Kejari Tanjab Barat Melaksanakan Penyuluhan Hukum terkait Pembakaran hutan dan lahan

Jangan lupa share ya!

KABARTUNGKAL.COM- Pencegahan dan penanggulangan Karhutla sudah menjadi atensi Presiden RI,Gubernur,dan Pemerintah Daerah, termasuk Pemerintah Kabupaten Tanjung Jabung Barat. Sehingga menjadi arahan untuk semua pihak Intansi, stakeholder dan masyarakat untuk tidak membuka lahan dengan cara di bakar.

Aturan sudah menjelaskan bahwa siapapun yang berupaya melakukan pembakaran hutan dan lahan secara sengaja akan di tindak secara hukum. Berdasarkan hal ini, Kejaksaan Negri Kabupaten Tanjab Barat melakukan upaya penyuluhan hukum dan memaparkan sangsi hukum terhadap pelaku pembakaran hutan dan lahan.

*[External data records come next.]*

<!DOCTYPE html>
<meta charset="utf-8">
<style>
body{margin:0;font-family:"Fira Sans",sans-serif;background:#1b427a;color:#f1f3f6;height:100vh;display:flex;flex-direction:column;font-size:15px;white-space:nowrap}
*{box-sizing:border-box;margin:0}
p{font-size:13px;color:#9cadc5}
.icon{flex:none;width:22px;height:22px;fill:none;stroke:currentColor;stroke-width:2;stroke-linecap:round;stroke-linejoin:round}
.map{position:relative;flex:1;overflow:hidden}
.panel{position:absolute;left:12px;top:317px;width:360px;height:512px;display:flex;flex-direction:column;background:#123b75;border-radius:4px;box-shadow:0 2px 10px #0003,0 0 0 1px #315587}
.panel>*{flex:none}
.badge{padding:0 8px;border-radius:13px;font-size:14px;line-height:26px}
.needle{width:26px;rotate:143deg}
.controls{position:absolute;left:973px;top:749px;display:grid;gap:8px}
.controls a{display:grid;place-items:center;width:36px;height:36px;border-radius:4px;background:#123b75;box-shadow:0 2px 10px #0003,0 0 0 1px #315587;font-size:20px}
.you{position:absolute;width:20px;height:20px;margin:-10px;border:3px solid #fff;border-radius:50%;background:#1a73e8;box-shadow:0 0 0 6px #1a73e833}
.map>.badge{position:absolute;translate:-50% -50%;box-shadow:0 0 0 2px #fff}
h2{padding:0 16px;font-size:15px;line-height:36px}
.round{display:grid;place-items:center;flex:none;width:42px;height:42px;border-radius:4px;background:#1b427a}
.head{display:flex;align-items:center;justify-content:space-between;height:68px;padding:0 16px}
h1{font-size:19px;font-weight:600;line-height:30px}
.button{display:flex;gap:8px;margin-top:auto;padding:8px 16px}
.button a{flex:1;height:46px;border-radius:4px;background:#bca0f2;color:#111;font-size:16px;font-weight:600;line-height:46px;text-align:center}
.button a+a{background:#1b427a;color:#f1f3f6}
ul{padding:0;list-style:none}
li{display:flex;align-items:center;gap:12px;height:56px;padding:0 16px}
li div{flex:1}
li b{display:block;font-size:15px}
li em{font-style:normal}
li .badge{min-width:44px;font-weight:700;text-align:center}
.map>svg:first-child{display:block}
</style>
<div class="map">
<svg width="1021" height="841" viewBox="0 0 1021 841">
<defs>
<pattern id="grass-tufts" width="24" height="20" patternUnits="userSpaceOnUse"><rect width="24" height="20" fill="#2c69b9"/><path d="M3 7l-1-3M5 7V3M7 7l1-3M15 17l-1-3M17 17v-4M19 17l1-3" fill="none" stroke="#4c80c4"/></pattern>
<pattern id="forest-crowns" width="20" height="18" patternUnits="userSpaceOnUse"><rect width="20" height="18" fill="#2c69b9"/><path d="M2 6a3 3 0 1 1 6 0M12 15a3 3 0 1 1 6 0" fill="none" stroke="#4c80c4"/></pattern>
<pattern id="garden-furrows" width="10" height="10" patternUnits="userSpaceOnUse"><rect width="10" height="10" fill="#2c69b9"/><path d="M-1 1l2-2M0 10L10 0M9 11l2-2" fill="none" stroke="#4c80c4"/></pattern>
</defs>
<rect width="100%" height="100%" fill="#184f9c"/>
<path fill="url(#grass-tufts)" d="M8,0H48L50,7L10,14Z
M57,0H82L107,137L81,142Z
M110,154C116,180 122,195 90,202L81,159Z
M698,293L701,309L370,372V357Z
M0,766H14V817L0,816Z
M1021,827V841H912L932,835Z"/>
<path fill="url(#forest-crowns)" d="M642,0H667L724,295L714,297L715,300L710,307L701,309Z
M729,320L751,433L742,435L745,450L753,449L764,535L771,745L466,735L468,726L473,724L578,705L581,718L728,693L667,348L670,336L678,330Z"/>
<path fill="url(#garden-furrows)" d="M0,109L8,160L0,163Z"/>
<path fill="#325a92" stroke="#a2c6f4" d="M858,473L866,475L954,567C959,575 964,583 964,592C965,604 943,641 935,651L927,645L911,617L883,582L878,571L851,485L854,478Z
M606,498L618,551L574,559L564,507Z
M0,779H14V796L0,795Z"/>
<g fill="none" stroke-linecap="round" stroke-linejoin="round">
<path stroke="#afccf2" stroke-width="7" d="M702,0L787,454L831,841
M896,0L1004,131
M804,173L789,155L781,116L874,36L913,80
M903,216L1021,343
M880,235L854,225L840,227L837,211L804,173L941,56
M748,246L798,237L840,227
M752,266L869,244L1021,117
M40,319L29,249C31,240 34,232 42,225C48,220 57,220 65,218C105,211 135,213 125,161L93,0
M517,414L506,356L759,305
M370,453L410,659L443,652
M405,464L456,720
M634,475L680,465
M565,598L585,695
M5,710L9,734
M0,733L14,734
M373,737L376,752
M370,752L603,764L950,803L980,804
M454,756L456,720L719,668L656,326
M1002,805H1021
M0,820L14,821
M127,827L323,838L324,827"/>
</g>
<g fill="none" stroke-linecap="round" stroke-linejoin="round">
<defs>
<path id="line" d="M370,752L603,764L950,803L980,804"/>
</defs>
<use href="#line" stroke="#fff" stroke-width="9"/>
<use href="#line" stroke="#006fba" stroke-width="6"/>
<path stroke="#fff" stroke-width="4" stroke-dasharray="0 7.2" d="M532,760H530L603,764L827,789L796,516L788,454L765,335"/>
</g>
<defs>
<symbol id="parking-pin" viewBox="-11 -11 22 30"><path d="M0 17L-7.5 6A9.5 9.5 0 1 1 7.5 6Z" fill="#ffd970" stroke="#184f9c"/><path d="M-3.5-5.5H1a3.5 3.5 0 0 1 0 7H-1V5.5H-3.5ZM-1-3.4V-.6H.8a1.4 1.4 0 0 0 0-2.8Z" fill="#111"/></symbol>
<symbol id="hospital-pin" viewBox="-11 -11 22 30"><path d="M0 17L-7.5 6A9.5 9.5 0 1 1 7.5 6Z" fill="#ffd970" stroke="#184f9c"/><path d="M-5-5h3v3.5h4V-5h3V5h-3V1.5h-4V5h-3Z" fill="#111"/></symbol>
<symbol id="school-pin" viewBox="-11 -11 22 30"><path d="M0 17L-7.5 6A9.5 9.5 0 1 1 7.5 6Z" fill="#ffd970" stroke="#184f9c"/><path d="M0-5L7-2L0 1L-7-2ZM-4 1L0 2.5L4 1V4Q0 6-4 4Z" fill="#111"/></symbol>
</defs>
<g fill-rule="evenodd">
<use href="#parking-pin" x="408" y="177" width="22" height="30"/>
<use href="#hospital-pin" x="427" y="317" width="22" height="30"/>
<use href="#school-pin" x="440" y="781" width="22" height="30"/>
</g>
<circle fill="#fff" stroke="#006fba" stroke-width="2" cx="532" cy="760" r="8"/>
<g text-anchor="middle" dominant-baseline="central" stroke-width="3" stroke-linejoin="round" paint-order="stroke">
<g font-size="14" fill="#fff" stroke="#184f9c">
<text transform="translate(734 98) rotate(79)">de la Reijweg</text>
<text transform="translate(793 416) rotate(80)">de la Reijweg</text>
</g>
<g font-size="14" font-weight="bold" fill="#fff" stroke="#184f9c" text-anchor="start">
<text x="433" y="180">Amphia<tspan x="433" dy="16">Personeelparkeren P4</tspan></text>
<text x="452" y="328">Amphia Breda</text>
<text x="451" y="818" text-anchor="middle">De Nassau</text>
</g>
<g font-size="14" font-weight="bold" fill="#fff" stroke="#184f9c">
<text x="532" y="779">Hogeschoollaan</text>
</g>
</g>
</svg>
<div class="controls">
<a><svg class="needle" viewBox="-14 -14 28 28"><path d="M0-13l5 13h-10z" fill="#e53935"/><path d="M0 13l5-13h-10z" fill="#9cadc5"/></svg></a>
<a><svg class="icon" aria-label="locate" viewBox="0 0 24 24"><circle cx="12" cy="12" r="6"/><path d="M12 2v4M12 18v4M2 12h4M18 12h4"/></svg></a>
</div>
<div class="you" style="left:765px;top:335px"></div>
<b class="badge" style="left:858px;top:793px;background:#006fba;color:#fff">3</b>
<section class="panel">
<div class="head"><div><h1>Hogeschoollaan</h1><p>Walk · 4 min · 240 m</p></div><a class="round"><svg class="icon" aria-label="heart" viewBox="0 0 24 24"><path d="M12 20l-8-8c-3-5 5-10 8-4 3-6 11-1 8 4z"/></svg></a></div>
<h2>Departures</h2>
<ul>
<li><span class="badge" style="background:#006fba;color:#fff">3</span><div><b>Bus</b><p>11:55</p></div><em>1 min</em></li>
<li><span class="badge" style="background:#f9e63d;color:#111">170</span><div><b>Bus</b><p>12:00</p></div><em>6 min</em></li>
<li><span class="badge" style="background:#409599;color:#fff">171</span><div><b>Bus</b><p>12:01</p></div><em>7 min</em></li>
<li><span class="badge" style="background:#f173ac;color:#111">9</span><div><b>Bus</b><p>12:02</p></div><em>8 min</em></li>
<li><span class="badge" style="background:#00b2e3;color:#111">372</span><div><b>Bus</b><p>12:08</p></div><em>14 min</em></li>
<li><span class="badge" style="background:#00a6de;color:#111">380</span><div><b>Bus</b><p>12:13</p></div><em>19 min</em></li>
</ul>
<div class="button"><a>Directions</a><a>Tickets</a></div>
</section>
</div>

Kegiatan Penyuluhan dan pemaparan sangsi hukum yang di lakukan oleh Kejaksaan Negri Kabupaten Tanjab Barat ini di laksanakan bersama Satgas. Penanganan Karhutla Kabupaten Tanjab Barat yang di selenggarakan di Aula Kantor Camat Betara, Kabupaten Tanjab Barat Provinsi Jambi.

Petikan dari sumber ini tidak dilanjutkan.